Excerpted records.
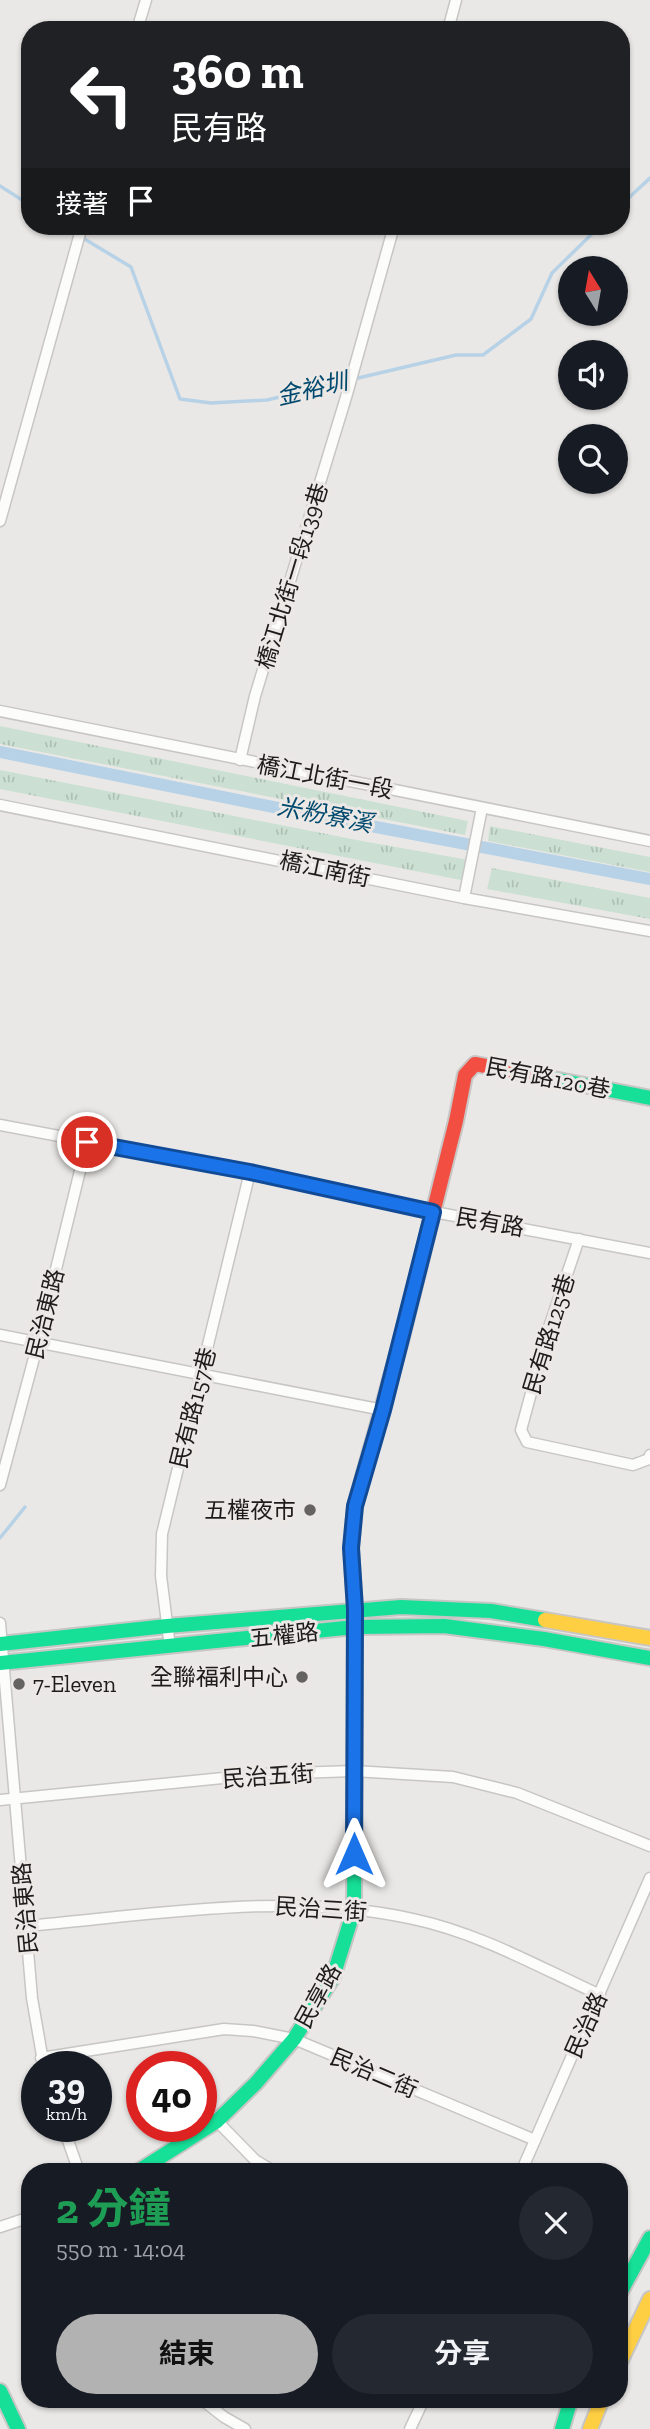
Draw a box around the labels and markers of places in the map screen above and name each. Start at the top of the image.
pin [57,1112,117,1172]
place label: 五權夜市 [204,1496,296,1524]
marker: 五權夜市 [302,1502,318,1518]
place label: 全聯福利中心 [150,1663,288,1691]
marker: 全聯福利中心 [294,1669,310,1685]
place label: 7-Eleven [33,1670,116,1698]
marker: 7-Eleven [11,1676,27,1692]

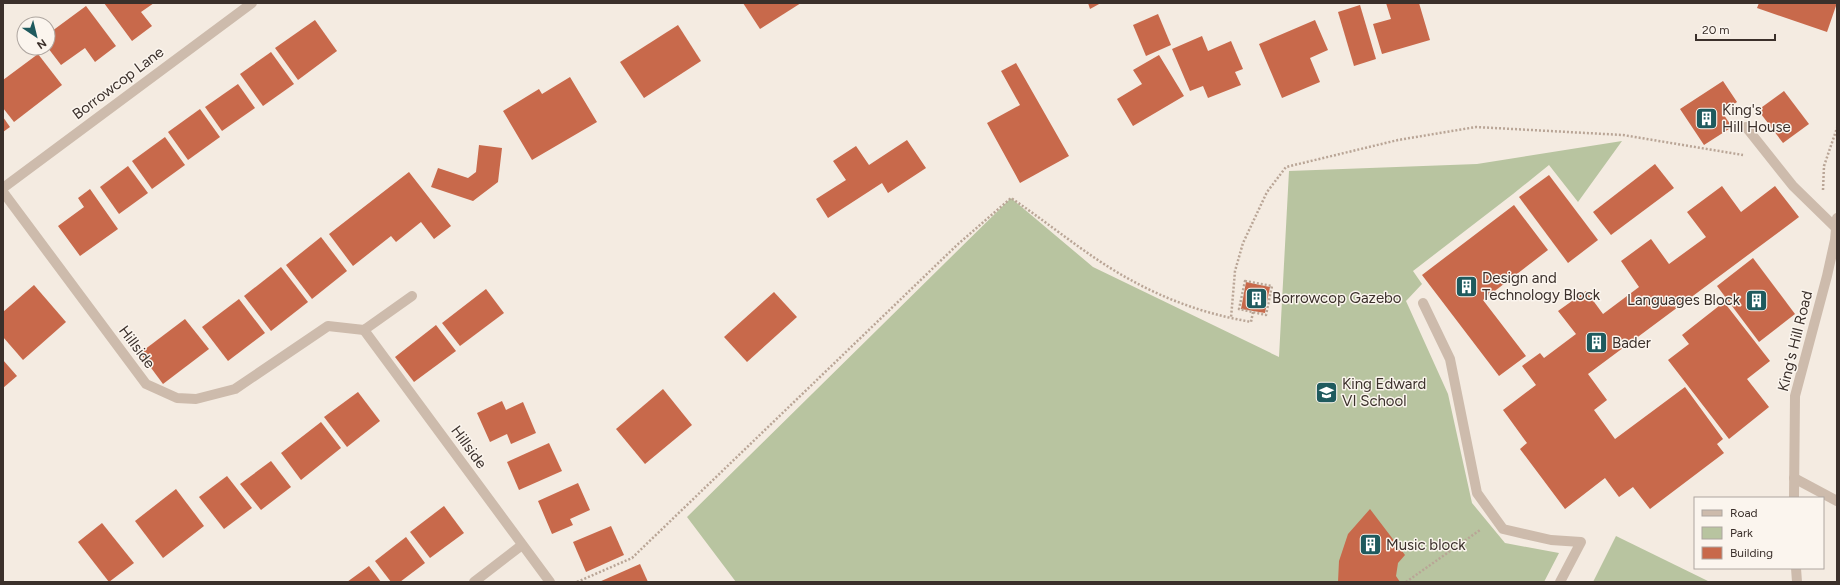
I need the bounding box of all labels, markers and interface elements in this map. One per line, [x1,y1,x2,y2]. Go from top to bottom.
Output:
north arrow [16,16,56,56]
scale bar [1696,16,1775,42]
text: 20 m [1702,23,1730,37]
text: N [34,36,49,52]
street label: Borrowcop Lane [69,43,167,123]
place label: King's Hill House [1722,101,1791,136]
building icon: King's Hill House [1694,106,1720,132]
place label: Design and Technology Block [1482,269,1601,304]
building icon: Design and Technology Block [1453,274,1479,300]
building icon: Borrowcop Gazebo [1243,285,1269,311]
building icon: Languages Block [1743,287,1769,313]
place label: Borrowcop Gazebo [1272,289,1402,307]
street label: King's Hill Road [1774,289,1816,393]
place label: Languages Block [1627,291,1741,309]
street label: Hillside [115,322,159,372]
building icon: Bader [1583,330,1609,356]
place label: Bader [1612,334,1651,352]
place label: King Edward VI School [1342,375,1426,410]
school or university icon: King Edward VI School [1314,380,1340,406]
street label: Hillside [447,422,491,472]
legend [1694,497,1824,569]
text: Road [1730,506,1758,520]
text: Park [1730,526,1753,540]
building icon: Music block [1357,532,1383,558]
place label: Music block [1386,536,1466,554]
text: Building [1730,546,1773,560]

Exercise.
Each line from the top of the material through the line containing "I need the bounding" should be reproduced exactly; please drop any images.

Response box.
Draw a box around the labels and markers of places in the map screen above and name each. Start at the top of the image.
pin [57,1112,117,1172]
place label: 五權夜市 [204,1496,296,1524]
marker: 五權夜市 [302,1502,318,1518]
place label: 全聯福利中心 [150,1663,288,1691]
marker: 全聯福利中心 [294,1669,310,1685]
place label: 7-Eleven [33,1670,116,1698]
marker: 7-Eleven [11,1676,27,1692]

I need the bounding box of all labels, markers and interface elements in this map. One per line, [x1,y1,x2,y2]. Go from top to bottom.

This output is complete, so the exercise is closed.